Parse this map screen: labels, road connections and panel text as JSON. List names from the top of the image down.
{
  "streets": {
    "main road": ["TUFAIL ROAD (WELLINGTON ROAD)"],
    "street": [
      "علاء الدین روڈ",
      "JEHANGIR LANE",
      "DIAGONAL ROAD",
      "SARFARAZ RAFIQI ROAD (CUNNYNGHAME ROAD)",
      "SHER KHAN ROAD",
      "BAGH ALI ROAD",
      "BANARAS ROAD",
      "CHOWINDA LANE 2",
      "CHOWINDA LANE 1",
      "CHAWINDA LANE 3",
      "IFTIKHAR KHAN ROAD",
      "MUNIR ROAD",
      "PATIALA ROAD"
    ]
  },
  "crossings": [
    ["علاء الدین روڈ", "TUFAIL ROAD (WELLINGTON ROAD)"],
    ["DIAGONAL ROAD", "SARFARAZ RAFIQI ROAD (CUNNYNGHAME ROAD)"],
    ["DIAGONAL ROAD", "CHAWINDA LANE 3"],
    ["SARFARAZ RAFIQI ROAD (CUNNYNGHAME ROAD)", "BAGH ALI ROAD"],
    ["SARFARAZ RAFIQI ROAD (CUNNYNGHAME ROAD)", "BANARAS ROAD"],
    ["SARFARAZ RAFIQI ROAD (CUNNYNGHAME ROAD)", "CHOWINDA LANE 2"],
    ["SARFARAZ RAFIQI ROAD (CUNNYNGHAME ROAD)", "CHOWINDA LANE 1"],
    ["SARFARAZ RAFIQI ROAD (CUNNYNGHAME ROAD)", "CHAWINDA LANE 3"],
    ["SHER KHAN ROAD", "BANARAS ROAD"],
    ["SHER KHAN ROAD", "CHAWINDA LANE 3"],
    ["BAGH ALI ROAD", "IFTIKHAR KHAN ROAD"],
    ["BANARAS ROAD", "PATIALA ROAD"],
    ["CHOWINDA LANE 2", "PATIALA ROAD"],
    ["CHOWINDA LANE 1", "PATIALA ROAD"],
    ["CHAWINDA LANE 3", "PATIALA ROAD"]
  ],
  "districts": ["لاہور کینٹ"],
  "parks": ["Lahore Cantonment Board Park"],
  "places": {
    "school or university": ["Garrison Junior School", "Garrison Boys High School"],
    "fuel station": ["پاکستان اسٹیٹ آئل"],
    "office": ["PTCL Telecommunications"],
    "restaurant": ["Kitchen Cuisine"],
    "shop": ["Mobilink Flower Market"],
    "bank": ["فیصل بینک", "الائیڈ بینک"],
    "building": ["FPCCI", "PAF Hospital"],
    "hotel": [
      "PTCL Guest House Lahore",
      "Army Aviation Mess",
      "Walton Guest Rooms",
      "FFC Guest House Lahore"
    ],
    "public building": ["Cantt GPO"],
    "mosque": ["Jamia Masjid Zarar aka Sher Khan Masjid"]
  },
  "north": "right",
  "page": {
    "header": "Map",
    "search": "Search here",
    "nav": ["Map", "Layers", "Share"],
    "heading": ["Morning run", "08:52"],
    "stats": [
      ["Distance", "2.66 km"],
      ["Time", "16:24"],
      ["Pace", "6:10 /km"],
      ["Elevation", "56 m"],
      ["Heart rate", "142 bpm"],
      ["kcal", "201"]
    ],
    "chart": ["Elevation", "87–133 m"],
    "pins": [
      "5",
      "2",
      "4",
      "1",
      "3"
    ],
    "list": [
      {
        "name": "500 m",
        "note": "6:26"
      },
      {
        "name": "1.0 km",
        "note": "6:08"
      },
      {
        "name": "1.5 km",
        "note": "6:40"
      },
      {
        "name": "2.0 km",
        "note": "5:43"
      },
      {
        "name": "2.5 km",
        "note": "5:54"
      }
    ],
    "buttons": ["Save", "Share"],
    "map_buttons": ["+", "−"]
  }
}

YOUR TASK ▸ Please give the count of lines above with "PATIALA", nothing else.

ANSWER BOX ▸ 5